I kemalisti del Mhp sono divisi e una parte del partito sostiene il fronte del no. Perciò il vecchio lupo grigio cerca alibi e capri espiatori in caso di sconfitta referendaria, sa che l’ira del presidente sarebbe immensa e la vendetta dell’attivismo dell’Akp, metterebbe da parte ogni vicinanza dell’ultim’ora, rinfocolando gli antichi odi fra kemalisti duri e puri e islamisti altrettanto pugnaci. Così Bahçeli, fra un passo in un’intervista e un’insinuazione profferita a mezza bocca, parla di Gül e Davutoğlu. L’ex leader, premier e presidente ha lasciato cadere l’invito rivoltogli da un noto parlamentare dell’Akp a partecipare a comizi per il sì. In tal modo ha rinfocolato le voci che lo vogliono accanto a chi respinge apertamente il cambio di rotta costituzionale. I think tank più vicini al presidente fanno girare due parole, che si trascinano dietro concetti e insinuazioni poco lusinghieri: tradimento e inconsapevole. Nelle diatribe dell’islam politico turco - Gül e l’ex professore-ministro rappresentano un passato recentissimo del progetto che li vedeva uniti a Erdoğan e Gülen - il fatto che i due statisti neghino il consenso al referendum li marchia come traditori. Magari inconsapevoli (avranno smarrito il senno?) ma espressamente traditori. Per il clima di resa dei conti nella famiglia islamista, in atto dalla scorsa estate con la caccia ai fethullaçi, non è un bell’andare. Sino a qualche settimana fa le proiezioni del sì erano confortanti e s’attestavano attorno al 55%, ultimamente s’è insinuato il dubbio. Le sue aree forti sono nel centro anatolico, lo stesso che aveva approvato anche i referendum votati sotto le giunte militari negli anni Sessanta e Ottanta.

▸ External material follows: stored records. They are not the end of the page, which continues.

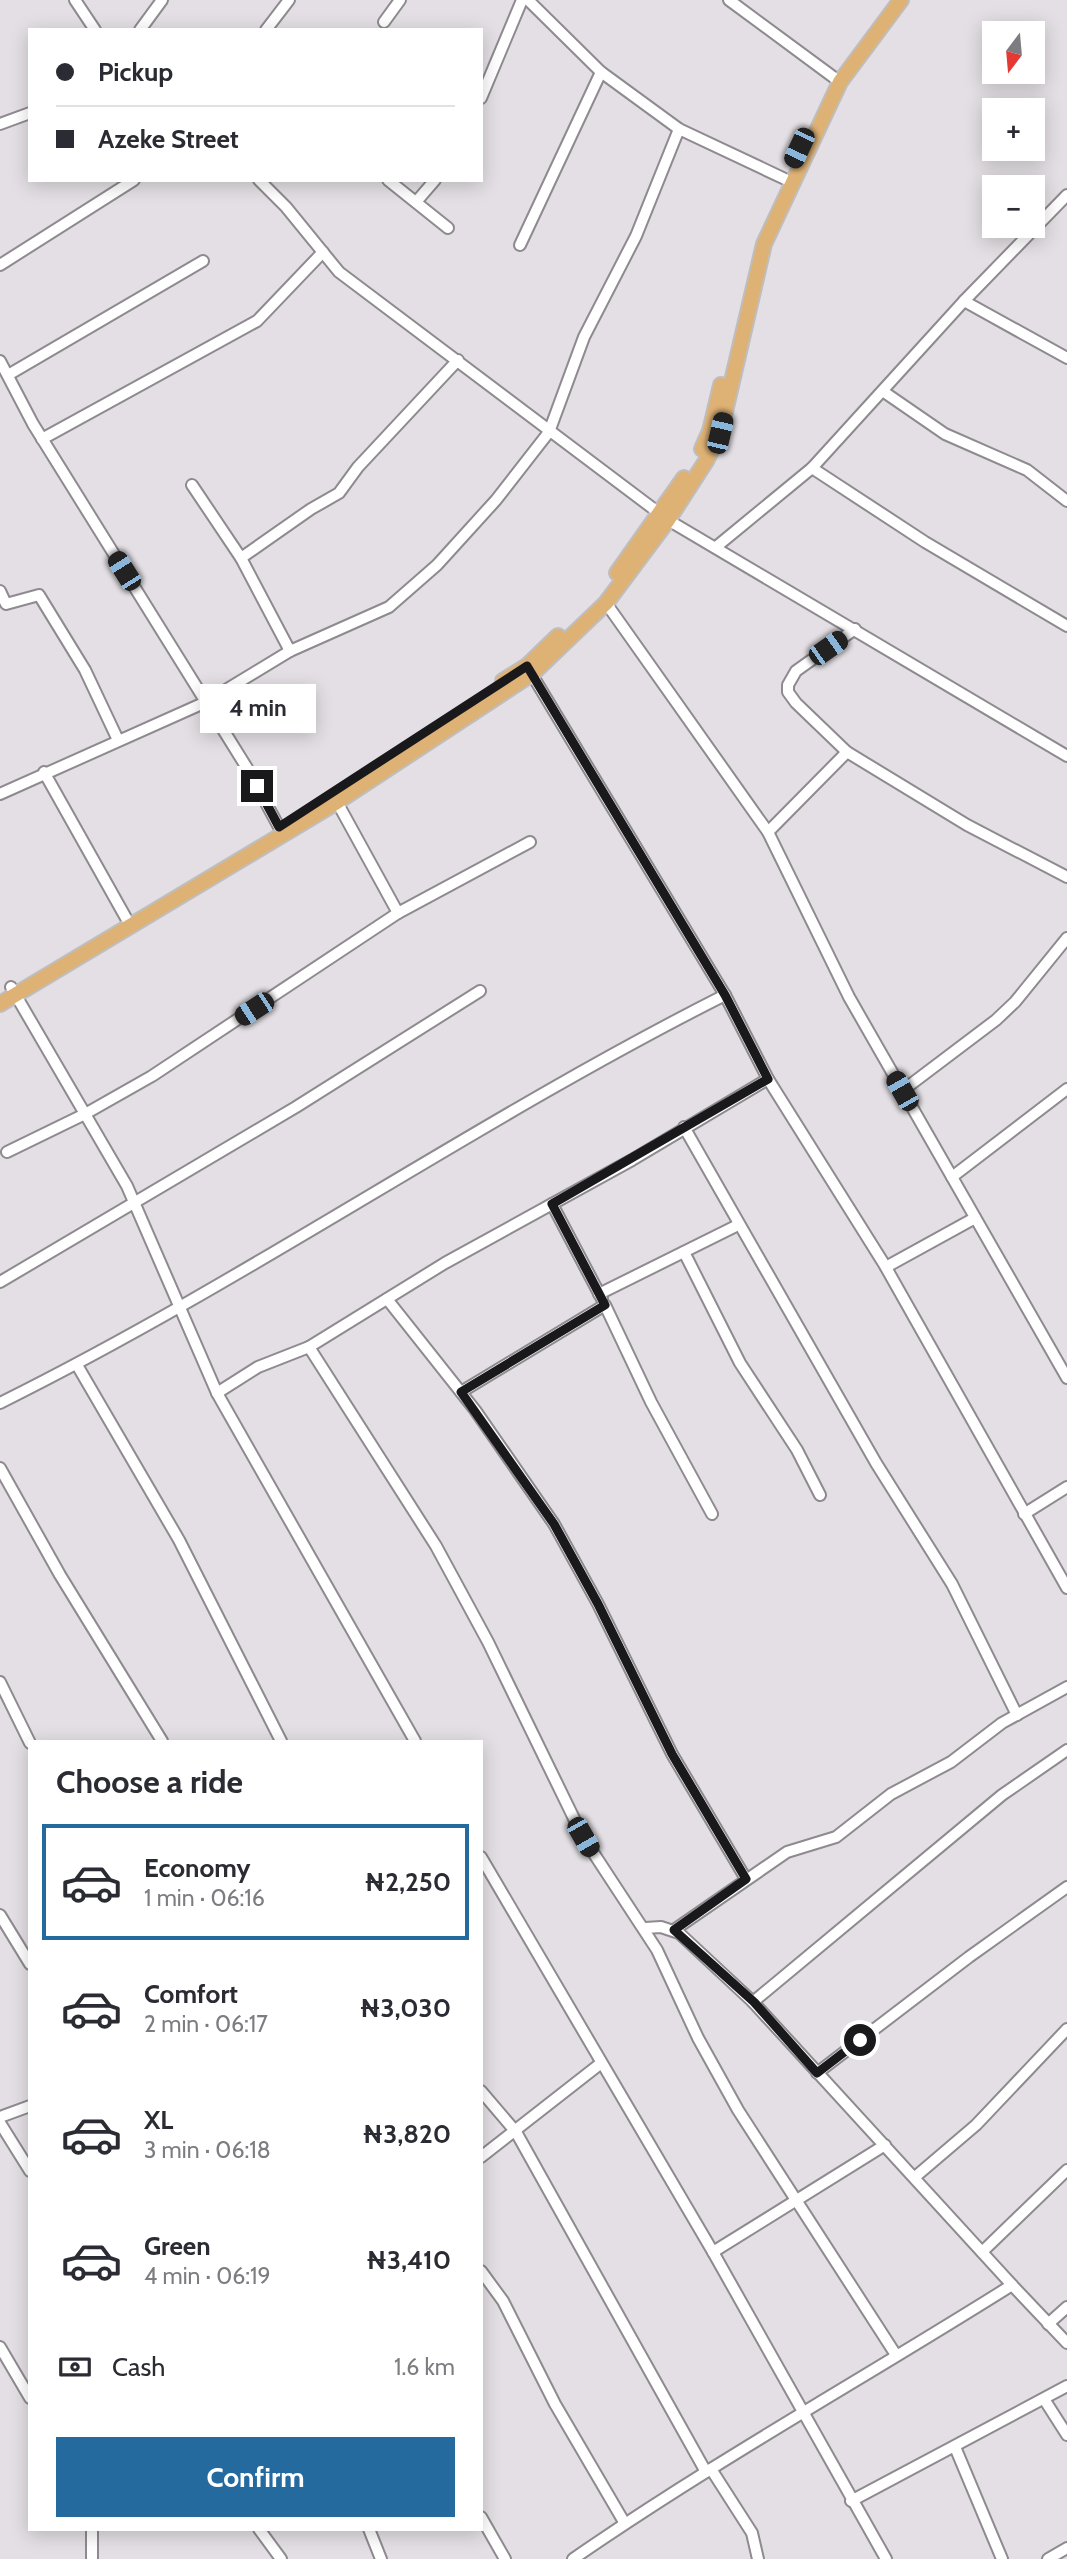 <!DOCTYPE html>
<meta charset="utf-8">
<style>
:root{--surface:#fff;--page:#f2f2f3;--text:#2b2b33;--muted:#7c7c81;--line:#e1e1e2;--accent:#256a9f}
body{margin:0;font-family:Cabin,sans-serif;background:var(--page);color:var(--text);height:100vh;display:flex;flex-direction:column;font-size:26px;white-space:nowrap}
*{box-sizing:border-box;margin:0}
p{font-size:23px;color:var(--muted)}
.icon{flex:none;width:38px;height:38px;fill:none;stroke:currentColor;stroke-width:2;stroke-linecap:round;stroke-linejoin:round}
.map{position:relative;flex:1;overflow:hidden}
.sheet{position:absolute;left:28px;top:1740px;width:455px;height:791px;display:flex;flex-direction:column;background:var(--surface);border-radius:0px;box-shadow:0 4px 18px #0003}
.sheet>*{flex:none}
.guide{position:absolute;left:28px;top:28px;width:455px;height:154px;border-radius:0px;box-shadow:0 4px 18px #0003;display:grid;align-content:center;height:154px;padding:0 28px;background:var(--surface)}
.needle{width:46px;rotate:196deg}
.buttons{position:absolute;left:982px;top:21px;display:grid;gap:14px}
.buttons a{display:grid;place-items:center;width:63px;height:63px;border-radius:0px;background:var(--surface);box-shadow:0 4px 18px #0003;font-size:35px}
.end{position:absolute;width:32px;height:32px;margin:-16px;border:9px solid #19181a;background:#fff;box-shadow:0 0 0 4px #fff}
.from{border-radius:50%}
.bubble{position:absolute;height:49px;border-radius:0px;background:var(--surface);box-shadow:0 4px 18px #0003;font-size:23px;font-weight:700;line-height:49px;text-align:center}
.car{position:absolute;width:21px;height:42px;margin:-21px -10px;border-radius:9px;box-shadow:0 0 5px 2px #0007;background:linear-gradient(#222 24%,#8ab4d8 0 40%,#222 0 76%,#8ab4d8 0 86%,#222 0)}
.guide b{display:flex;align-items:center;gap:24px;height:66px;font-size:26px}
.guide b+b{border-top:2px solid var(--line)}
.guide i{width:18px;height:18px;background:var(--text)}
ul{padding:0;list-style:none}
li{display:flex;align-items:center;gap:21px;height:116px;margin:0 14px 10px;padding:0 14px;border:4px solid transparent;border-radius:0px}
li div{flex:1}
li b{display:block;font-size:26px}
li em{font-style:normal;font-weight:700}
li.current{border-color:var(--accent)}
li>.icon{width:63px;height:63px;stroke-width:1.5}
h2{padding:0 28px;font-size:32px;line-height:84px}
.pay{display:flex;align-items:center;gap:18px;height:77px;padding:0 28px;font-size:26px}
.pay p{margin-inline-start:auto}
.button{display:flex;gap:14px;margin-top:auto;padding:14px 28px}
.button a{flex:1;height:80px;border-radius:0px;background:var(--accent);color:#fff;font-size:28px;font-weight:700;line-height:80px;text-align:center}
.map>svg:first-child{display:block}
</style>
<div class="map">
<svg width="1067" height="2559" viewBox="0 0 1067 2559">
<rect width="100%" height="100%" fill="#e3dfe4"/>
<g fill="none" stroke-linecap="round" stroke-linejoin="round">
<defs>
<g id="minor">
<polyline points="75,0 95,30"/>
<polyline points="528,0 601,72 679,129 785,179"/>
<polyline points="729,0 840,82"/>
<polyline points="384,22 400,0"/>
<polyline points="140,30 162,0"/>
<polyline points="266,30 289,0"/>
<polyline points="481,98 522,0"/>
<polyline points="0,124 30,113"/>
<polyline points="259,180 286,207 339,272 659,513"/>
<polyline points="388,180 448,228"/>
<polyline points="416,202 435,180"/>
<polyline points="520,245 601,72"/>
<polyline points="0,265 134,180"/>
<polyline points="964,301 1067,358"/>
<polyline points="0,361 33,424 247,768 279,827"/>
<polyline points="8,375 203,261"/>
<polyline points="884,392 945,434 1027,470 1067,501"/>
<polyline points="42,439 257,321 323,252"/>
<polyline points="812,468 925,542 1067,626"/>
<polyline points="192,485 241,558 290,651"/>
<polyline points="668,520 1067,756"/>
<polyline points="716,547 812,468 964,301 1067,195"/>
<polyline points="241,558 311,509 339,493 358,467 458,360"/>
<polyline points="0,591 6,604 39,595 85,670 118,740"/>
<polyline points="606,603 768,832 849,997 1067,1378"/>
<polyline points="855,629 796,671 788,685 788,692 796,703 847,752 967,825 1067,877"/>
<polyline points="528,668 725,995 768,1079 884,1264 1067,1588"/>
<polyline points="44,772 126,918"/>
<polyline points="0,794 206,702 290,651 389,607 437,565 496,500 549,432 584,337 636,236 679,129"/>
<polyline points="337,802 398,913"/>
<polyline points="768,832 847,752"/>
<polyline points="11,987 127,1186 217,1393 415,1741"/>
<polyline points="902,1091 996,1020 1015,1002 1067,938"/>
<polyline points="684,1127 876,1463 952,1584 1017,1715"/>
<polyline points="7,1152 85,1114 152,1076 398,913 530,842"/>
<polyline points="952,1177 1067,1089"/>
<polyline points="552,1204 602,1299"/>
<polyline points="684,1252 740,1363 797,1450 820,1495"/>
<polyline points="886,1267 975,1218"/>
<polyline points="0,1282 296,1107 480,991"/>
<polyline points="599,1294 738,1225"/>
<polyline points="387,1299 475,1410 554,1524 598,1604 672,1754 746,1879"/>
<polyline points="309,1347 436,1546 488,1642 583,1837 657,1950 698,2038 738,2110 896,2355"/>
<polyline points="77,1365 179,1540 281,1741"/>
<polyline points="461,1392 605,1305 651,1402 712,1514"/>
<polyline points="217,1393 258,1367 309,1347 445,1263 632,1160 768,1079"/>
<path d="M0 1403C248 1280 477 1120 725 995"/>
<polyline points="0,1468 60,1575 162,1741"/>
<polyline points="1024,1514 1067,1487"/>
<polyline points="0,1682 30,1743"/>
<polyline points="481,1857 713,2252 886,2559"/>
<polyline points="0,1915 30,1964"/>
<polyline points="674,1930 787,1852 836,1837 891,1794 951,1762 1002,1723 1067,1687"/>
<polyline points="753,2002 1002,1795 1067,1750"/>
<polyline points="817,2073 969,1957 1067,1887"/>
<polyline points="481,2091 516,2132 706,2472"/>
<polyline points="0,2117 30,2106"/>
<polyline points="0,2123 30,2171"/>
<polyline points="481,2157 600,2064"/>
<polyline points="915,2177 976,2125 1067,2029"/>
<polyline points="713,2252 885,2145"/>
<polyline points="982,2252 1067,2170"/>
<polyline points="481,2271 503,2301 555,2404 624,2522"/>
<polyline points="1012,2285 1067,2343"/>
<polyline points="1048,2324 1067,2307"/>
<polyline points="0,2347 30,2398"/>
<polyline points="1044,2399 1067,2435"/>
<polyline points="955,2447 1002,2559"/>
<polyline points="711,2469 752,2533 758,2559"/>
<polyline points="851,2501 1067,2386"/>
<polyline points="481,2517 505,2559"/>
<polyline points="92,2529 92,2559"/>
<polyline points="259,2529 281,2559"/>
<polyline points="369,2529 381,2559"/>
<path d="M573 2559C715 2461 866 2377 1012 2285L753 2002 679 1933 661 1927 645 1928"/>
<polyline points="1048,2559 1067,2548"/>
</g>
<g id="major">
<polyline points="702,449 710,431 721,385"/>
<polyline points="617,573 684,478"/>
<polyline points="503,681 527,666 558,636"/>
<polyline points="0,1004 337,802 533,673 606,603 668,520 706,461 720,433 764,244 840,82 901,0"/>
</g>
</defs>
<use href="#minor" stroke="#8e8a8f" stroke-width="14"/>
<use href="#major" stroke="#bfbebf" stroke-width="18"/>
<use href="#minor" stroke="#fff" stroke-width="10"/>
<use href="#major" stroke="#deb275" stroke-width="14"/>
</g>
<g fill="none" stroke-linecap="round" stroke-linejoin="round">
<polyline stroke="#19181a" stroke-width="9" points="257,786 279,827 527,666 725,995 768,1079 552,1204 605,1305 461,1392 554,1524 598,1604 672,1754 746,1879 674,1930 754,2002 817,2073 860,2040"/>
</g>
</svg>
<div class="buttons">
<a><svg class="needle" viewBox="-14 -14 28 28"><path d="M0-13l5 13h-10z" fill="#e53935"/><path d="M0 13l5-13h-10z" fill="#7c7c81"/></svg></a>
<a>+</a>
<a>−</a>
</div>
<i class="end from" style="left:860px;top:2040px"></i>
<i class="end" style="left:257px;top:786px"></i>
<div class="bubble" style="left:200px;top:684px;width:116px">4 min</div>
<i class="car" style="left:799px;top:148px;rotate:205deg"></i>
<i class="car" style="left:720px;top:433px;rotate:13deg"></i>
<i class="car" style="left:124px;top:571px;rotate:328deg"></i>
<i class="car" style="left:828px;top:648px;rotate:55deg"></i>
<i class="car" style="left:254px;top:1009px;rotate:237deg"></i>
<i class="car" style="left:902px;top:1091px;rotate:330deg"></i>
<i class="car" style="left:583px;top:1837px;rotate:150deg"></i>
<div class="guide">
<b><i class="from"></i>Pickup</b>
<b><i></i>Azeke Street</b>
</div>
<section class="sheet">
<h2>Choose a ride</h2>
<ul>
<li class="current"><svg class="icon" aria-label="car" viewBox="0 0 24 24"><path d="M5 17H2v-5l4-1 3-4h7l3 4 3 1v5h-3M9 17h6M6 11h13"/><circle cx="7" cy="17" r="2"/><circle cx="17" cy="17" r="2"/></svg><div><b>Economy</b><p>1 min · 06:16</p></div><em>₦2,250</em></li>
<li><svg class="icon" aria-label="car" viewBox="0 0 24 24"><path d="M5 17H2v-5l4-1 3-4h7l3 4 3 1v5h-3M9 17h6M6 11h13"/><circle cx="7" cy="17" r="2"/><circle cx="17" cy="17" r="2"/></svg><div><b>Comfort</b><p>2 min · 06:17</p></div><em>₦3,030</em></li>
<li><svg class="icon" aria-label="car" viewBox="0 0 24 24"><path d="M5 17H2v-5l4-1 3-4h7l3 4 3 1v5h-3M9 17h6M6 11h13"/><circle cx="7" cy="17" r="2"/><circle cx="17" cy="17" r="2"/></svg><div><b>XL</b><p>3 min · 06:18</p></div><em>₦3,820</em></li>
<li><svg class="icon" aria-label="car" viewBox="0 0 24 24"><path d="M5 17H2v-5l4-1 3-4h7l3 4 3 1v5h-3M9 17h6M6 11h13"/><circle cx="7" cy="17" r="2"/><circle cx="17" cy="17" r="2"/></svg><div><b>Green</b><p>4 min · 06:19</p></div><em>₦3,410</em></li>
</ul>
<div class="pay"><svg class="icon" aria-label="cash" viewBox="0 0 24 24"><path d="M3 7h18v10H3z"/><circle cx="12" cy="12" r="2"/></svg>Cash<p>1.6 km</p></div>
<div class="button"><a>Confirm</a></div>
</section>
</div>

Roccaforte del no, la provincia di Istanbul e l’area costiera mediterranea centroccidentale. Poi c’è l’incognita del sud-est. Gli ultimi rumors danno il voto contrario in ripresa, tantoché si sono verificati episodi contestati davanti alla magistratura: casi in cui fedeli islamici, fedelissimi al presidente, che si sono disposti sul pavimento d’una moschea a formare un acronimo d’appoggio al sì. Molti dissensi sono sorti attorno a un uso spregiudicato di mezzi e fondi governativi per sostenere quella campagna. Il Chp ha denunciato una pervicace ostruzione alla sua propaganda per bocciare i referendum, mentre l’emittente TNT s’è rifiutata di mostrare il logo dello schieramento del no perché riproduce una stella che ‘imita’ la bandiera turca. Cosa giudicata irregolare. Per parare i colpi dallo staff presidenziale è ripartita una marcatura stretta anche verso i kurdi e la recente proposta del leader kurdo-iracheno Barzani su un altro genere di referendum: per l’indipendenza dell’etnìa in Iraq, che potrebbe avere ripercussioni anche oltre il confine turco, è passata quasi inosservata con una reazione mite della leadership di Ankara. Più d’un osservatore pensa si tratti d’una tattica per la ricerca del sì anche nell’area del sud-est. Stoppata, però, dal co-presidente prigioniero, il leader dell’Hhp Demirtaş, tuttora in galera nella provincia di Edirne. In un messaggio portato all’esterno ha scritto: Andate alle urne e votate no, senza distinguere se si è kurdi, turchi, aleviti, sunniti o di qualsiasi sigla di partito. Il coraggio è contagioso, sicuramente il bene vincerà”.